WHAT YOU ARE ASKED TO DO:
Below are the entries. Transcribe exactly the lines from the one with "Give bounding boxes for all text" through the one with "Give bounding boxes for all labels, markers", ends included, and leave out all others.

RECORDS TO USE:
:::

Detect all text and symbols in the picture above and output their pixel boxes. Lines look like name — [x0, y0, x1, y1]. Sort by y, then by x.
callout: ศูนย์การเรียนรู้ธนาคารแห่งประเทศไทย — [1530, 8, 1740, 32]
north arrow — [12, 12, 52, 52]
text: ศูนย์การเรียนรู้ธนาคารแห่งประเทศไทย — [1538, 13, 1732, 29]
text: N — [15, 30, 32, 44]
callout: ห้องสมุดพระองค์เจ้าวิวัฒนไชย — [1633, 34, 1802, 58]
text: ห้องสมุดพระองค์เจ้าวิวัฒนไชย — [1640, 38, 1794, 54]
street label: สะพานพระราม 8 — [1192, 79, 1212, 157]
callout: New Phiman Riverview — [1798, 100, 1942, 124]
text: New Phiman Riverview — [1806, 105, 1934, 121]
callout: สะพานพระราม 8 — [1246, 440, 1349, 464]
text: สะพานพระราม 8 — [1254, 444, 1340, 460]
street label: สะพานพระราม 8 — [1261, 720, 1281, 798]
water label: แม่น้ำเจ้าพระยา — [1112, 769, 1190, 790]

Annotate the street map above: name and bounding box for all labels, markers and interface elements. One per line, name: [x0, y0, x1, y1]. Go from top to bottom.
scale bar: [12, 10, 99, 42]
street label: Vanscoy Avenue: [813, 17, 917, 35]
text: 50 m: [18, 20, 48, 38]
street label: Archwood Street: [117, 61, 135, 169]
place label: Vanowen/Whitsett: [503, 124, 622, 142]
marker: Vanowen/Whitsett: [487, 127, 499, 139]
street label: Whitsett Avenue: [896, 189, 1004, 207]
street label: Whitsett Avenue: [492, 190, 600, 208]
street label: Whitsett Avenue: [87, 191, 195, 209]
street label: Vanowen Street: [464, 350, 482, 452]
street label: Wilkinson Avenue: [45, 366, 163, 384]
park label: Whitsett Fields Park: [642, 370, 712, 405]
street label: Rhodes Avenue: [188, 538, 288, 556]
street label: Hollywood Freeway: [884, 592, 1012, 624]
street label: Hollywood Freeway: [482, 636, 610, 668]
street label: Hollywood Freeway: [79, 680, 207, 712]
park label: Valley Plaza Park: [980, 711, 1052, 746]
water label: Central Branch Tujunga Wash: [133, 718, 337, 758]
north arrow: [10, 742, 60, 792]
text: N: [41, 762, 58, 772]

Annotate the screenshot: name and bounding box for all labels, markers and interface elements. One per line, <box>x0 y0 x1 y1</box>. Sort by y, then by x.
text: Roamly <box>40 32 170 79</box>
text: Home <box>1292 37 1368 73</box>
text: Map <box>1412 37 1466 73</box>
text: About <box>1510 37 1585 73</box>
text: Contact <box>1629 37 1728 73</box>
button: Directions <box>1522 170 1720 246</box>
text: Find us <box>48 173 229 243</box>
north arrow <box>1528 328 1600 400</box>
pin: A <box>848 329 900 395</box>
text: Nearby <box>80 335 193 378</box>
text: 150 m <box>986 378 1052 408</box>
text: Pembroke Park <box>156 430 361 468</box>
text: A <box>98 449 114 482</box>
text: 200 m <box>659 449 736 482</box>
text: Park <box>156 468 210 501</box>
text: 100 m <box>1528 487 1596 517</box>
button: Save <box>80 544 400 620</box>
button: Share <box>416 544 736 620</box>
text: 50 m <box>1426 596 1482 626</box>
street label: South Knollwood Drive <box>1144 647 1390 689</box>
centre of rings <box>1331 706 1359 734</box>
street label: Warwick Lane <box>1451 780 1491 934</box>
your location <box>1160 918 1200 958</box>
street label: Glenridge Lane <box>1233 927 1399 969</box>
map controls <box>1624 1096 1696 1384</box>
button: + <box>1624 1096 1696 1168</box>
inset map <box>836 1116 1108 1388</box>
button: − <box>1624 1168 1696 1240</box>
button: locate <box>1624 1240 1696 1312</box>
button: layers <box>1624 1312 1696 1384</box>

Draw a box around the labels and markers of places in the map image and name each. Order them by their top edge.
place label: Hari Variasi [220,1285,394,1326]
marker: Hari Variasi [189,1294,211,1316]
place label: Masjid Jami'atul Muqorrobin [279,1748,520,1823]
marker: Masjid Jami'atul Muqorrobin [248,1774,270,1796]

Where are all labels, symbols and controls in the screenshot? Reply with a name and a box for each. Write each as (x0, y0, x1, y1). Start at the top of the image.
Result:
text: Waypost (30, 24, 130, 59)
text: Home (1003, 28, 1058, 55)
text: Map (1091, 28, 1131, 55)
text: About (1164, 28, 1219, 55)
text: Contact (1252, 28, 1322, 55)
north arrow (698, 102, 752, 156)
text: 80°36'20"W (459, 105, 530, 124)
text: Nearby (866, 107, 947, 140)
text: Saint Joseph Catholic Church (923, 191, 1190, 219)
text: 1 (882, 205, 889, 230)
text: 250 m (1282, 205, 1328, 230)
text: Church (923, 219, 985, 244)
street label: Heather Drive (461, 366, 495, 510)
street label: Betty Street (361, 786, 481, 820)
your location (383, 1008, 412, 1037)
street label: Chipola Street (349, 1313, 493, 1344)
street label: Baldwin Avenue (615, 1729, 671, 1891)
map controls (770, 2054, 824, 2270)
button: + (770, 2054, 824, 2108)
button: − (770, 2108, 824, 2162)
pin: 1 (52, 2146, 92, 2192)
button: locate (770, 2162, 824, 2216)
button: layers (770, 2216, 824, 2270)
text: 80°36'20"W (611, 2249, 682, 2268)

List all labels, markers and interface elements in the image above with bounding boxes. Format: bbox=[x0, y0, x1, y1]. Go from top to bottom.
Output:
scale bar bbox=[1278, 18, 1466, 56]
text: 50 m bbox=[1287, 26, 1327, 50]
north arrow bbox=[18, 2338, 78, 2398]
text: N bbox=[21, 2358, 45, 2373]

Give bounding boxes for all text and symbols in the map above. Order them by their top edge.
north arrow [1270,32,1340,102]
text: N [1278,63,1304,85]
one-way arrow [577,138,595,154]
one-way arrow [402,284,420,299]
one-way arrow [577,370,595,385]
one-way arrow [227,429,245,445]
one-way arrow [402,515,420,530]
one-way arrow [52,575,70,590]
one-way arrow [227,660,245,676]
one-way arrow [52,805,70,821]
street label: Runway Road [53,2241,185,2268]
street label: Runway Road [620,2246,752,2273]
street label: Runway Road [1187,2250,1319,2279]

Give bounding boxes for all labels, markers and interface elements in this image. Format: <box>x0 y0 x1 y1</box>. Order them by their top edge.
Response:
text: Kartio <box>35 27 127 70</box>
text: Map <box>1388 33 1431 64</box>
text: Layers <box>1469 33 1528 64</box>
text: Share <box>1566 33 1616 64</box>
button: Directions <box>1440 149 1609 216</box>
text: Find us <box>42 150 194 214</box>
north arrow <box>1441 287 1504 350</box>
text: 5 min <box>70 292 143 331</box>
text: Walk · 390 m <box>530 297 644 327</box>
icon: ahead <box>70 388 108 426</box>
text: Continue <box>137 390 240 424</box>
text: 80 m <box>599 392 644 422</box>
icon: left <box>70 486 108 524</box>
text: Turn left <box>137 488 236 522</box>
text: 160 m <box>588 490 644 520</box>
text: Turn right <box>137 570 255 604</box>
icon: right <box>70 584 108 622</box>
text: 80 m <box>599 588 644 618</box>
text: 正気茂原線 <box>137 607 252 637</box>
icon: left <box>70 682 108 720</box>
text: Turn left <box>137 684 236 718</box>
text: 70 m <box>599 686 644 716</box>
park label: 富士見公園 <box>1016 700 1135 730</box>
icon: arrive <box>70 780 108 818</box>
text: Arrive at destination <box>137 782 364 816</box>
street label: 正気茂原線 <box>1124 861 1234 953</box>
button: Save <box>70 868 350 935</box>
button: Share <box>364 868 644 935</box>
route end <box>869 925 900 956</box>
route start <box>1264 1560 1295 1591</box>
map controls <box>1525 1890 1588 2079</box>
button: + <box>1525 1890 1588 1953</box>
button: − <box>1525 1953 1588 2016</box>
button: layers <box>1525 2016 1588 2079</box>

:::

WRITTEN RESPONSE:
Give bounding boxes for all text and symbols in the map above. Order them by their top edge.
north arrow [1270,32,1340,102]
text: N [1278,63,1304,85]
one-way arrow [577,138,595,154]
one-way arrow [402,284,420,299]
one-way arrow [577,370,595,385]
one-way arrow [227,429,245,445]
one-way arrow [402,515,420,530]
one-way arrow [52,575,70,590]
one-way arrow [227,660,245,676]
one-way arrow [52,805,70,821]
street label: Runway Road [53,2241,185,2268]
street label: Runway Road [620,2246,752,2273]
street label: Runway Road [1187,2250,1319,2279]

Give bounding boxes for all labels, markers and interface elements in this image. Format: <box>x0 y0 x1 y1</box>. Order them by their top edge.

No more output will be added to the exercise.